Surviving an attack by:
- A mountain lion: Unsling the hunting rifle you should have been carrying in the first place, chamber a round, point it at the mountain lion's head, and blow his brains out.
- An alligator: Unsling the hunting rifle you should have been carrying in the first place, chamber a round, point it at the alligator's head, and blow his brains out.
- A black Bear: Unsling the hunting rifle you should have been carrying in the first place, chamber a round, point it at the bear's head, and blow his brains out.
2 comments:
The handy dandy pocket version also works well to ward off attacks from the downtown variety of unpleasant predators.
It's an amazing device that does the job in town or in the country, no home should be without one...or several
Yeh, what he said. A rifle weighs and catches on things, and in many places tends to alarm the locals. Also, takes a while to unsling, especially if you're hiking with a pack.
Woman with whom I used to backpack in Minnesota carried a short-barreled .38 when she went out alone---against predators of both the quadrupedal and bipedal varieties. Round of rat-shot loaded first, in case of snakes, and the rest solid, should be good up to black bears.

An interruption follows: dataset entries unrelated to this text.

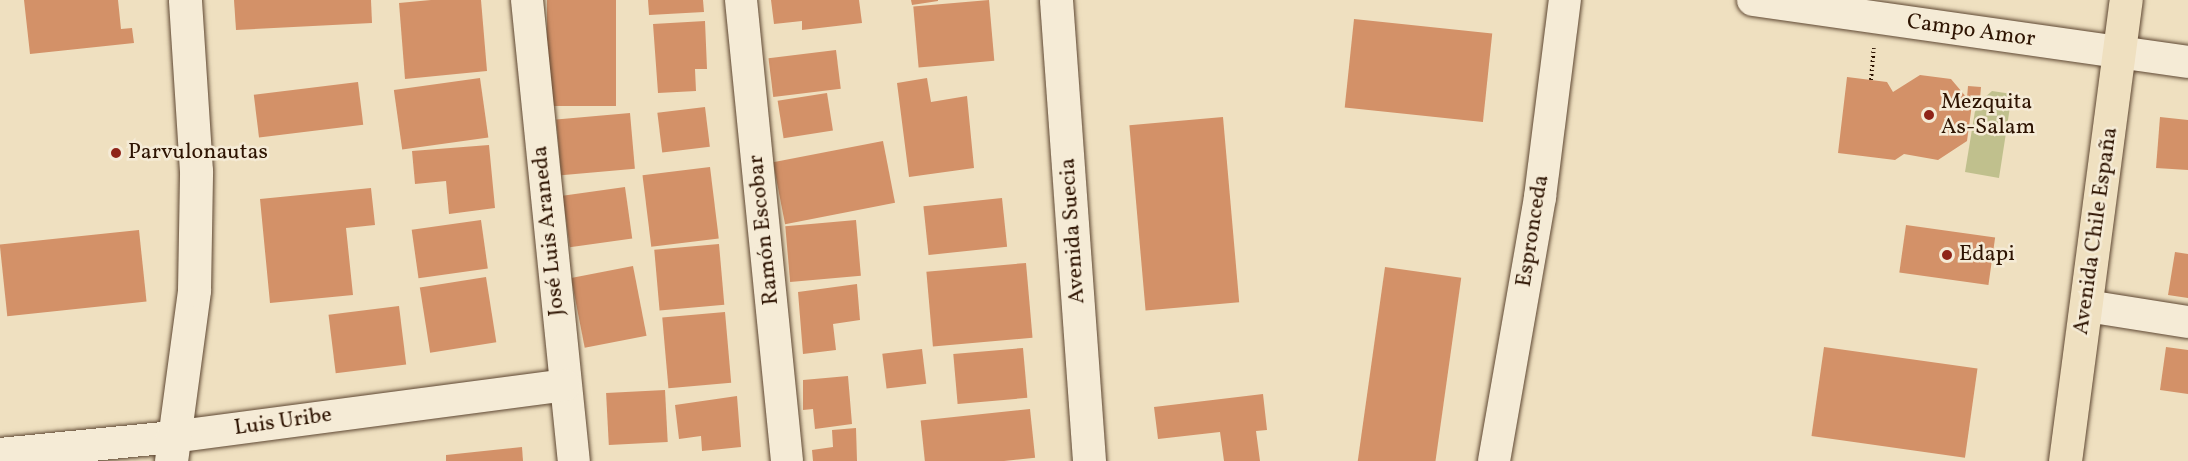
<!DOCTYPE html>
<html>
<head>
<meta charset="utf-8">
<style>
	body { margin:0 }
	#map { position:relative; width:2188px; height:461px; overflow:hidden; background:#efe0c0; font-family:Vollkorn,serif }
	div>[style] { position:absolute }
	.green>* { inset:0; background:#c0c08d }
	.building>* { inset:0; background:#d39168; transform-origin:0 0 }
	.path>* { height:4px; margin-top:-2px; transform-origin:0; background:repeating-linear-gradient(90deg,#2e1402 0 1.5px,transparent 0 4.5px) }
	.roads { filter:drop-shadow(0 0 2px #5e4732) drop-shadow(0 0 2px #5e4732) }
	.street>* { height:32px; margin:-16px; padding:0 16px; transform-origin:16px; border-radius:16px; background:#f5ebd6 }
	.secondary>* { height:33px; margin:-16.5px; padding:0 16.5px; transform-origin:16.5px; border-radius:16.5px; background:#f5ebd6 }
	.primary>* { height:33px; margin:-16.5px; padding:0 16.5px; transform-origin:16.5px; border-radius:16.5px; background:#efe0c0 }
	.dots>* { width:16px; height:16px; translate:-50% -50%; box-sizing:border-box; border:3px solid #f5ebd6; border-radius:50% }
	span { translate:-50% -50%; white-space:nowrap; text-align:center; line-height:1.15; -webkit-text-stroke:5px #f5ebd6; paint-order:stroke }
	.street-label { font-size:22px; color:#2e1402 }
	.poi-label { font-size:22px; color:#2e1402 }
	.left { translate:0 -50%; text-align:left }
</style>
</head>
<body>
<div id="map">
	<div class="green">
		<i style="clip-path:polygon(1992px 91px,2012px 94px,1999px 178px,1965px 172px,1976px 105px)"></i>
	</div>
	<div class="building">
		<i style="clip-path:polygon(24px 0,118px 0,121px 29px,132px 28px,134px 43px,30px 54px)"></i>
		<i style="clip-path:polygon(234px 0,371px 0,372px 23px,236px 30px)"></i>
		<i style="clip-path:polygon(431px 0,481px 0,487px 71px,405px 79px,399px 3px)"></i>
		<i style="left:547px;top:0;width:69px;height:106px"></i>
		<i style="clip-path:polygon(648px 0,703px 0,704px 12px,649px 15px)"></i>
		<i style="clip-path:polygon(771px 0,859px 0,862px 23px,802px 30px,802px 21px,774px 24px)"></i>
		<i style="clip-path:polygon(911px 0,938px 0,938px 1px,912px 5px)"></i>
		<i style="left:989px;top:0;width:61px;height:76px;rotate:85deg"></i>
		<i style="left:1354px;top:19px;width:139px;height:89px;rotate:6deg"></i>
		<i style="clip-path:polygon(705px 21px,707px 69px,695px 69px,696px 91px,658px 93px,653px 24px)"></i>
		<i style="left:836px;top:50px;width:39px;height:68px;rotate:83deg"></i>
		<i style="clip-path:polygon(1920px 75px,1951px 79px,1967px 98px,1968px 86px,1981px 87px,1980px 99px,1968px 100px,1972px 104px,1967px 141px,1938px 160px,1904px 154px,1895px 160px,1838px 153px,1847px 77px,1887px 82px,1893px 92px)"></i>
		<i style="left:480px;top:78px;width:60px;height:87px;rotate:82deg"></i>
		<i style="clip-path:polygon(927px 78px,931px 102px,967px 96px,974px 168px,909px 177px,897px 83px)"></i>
		<i style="left:358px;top:82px;width:43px;height:105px;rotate:83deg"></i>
		<i style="left:827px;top:93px;width:38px;height:50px;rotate:81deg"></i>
		<i style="left:705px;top:107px;width:40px;height:48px;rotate:83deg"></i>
		<i style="left:630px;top:113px;width:56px;height:74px;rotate:85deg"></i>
		<i style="left:1223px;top:117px;width:186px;height:94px;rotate:85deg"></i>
		<i style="clip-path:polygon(2160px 117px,2188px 120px,2188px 170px,2156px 168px)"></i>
		<i style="left:883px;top:141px;width:63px;height:112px;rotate:79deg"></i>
		<i style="clip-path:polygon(489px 145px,495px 208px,449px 214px,446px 181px,415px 184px,412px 151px)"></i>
		<i style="left:710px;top:167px;width:72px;height:68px;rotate:83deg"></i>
		<i style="left:625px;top:187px;width:52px;height:63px;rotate:82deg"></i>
		<i style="clip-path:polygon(371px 188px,375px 225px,346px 228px,353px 295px,270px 303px,260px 199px)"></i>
		<i style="left:1002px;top:198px;width:49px;height:79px;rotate:84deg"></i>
		<i style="left:481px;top:220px;width:49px;height:70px;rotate:82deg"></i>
		<i style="left:856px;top:220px;width:56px;height:71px;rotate:85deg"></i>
		<i style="left:1906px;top:225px;width:90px;height:48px;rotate:8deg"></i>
		<i style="left:139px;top:230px;width:72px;height:140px;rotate:84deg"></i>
		<i style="left:719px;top:244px;width:61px;height:65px;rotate:85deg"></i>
		<i style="clip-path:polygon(2175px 252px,2188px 254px,2188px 298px,2168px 295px)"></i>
		<i style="left:1026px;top:263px;width:75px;height:100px;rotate:85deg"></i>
		<i style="left:633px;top:266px;width:71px;height:63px;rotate:79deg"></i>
		<i style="left:1385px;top:267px;width:77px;height:196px;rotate:8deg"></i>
		<i style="left:486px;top:277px;width:66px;height:67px;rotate:81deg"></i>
		<i style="clip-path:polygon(857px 284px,860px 320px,833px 324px,836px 350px,803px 354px,798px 292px)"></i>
		<i style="left:399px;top:306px;width:59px;height:71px;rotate:83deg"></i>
		<i style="left:725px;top:312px;width:71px;height:63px;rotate:85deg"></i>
		<i style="left:1824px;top:347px;width:155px;height:90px;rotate:8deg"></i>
		<i style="clip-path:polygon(2166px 347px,2188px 350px,2188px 394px,2160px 390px)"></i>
		<i style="left:1023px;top:348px;width:50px;height:70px;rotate:85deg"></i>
		<i style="left:922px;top:349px;width:35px;height:40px;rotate:83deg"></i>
		<i style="clip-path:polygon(848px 376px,852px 424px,815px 429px,813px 409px,803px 410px,803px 380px)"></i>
		<i style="left:665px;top:390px;width:52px;height:59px;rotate:87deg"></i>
		<i style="clip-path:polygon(1263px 394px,1267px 430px,1256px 431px,1260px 461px,1224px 461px,1220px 432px,1158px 439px,1154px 407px)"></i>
		<i style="clip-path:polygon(737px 396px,741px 447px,702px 451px,701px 436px,679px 439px,675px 405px)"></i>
		<i style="left:1030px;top:409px;width:49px;height:110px;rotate:84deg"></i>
		<i style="clip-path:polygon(856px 428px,857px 461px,813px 461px,812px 450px,833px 447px,832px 430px)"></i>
		<i style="clip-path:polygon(522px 447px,523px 461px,446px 461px,446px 455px)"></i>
	</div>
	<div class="path">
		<i style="left:1871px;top:80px;width:32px;rotate:-85deg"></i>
	</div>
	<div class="roads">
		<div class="street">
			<i style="left:527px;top:0;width:463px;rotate:84.2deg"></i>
			<i style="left:741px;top:0;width:463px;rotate:84.3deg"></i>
			<i style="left:1753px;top:0;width:439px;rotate:8.1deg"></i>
			<i style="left:2087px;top:306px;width:102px;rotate:9deg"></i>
			<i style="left:0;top:454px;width:173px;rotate:-5.6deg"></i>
			<i style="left:172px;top:437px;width:396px;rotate:-7.5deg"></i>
			<i style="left:1494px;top:461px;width:268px;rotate:-80.1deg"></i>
			<i style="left:1540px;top:197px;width:199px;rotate:-82.8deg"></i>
		</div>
		<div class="secondary">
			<i style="left:1056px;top:0;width:462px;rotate:85.9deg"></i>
			<i style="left:171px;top:461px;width:173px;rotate:-82.3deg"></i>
			<i style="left:194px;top:290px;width:119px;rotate:-89deg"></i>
			<i style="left:196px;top:171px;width:171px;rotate:-93.7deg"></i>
		</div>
		<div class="primary">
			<i style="left:2065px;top:461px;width:465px;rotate:-82.5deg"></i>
		</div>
	</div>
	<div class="dots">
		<i style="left:1929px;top:115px;background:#8f2418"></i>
		<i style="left:116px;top:153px;background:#8f2418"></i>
		<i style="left:1947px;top:255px;background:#8f2418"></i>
	</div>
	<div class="street-label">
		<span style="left:1971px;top:31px;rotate:8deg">Campo Amor</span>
		<span style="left:764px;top:230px;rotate:-96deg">Ramón Escobar</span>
		<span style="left:549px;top:231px;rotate:-96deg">José Luis Araneda</span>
		<span style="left:1073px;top:231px;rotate:-94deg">Avenida Suecia</span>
		<span style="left:1533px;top:231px;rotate:-81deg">Espronceda</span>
		<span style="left:2096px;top:231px;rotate:-82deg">Avenida Chile España</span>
		<span style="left:283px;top:422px;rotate:-8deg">Luis Uribe</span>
	</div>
	<div class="poi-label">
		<span class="left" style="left:1941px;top:115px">Mezquita<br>As-Salam</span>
		<span class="left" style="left:128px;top:153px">Parvulonautas</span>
		<span class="left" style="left:1959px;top:255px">Edapi</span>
	</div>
</div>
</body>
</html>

Or have the bearers carry all the camp equipment while you stride ahead carrying just the rifle. But it's hard to get good hired help. Has an annoying habit of running off in the night as soon as you get within death-cursing distance of that one skull-shaped mountain whose local name translates to "Mountain of Certain Horrible Screaming Soul-Sucking Own-Face-Tearing-Off Death". And then you've got to press on alone, leaving your whisky stores behind. And that's tragic each and every time it happens.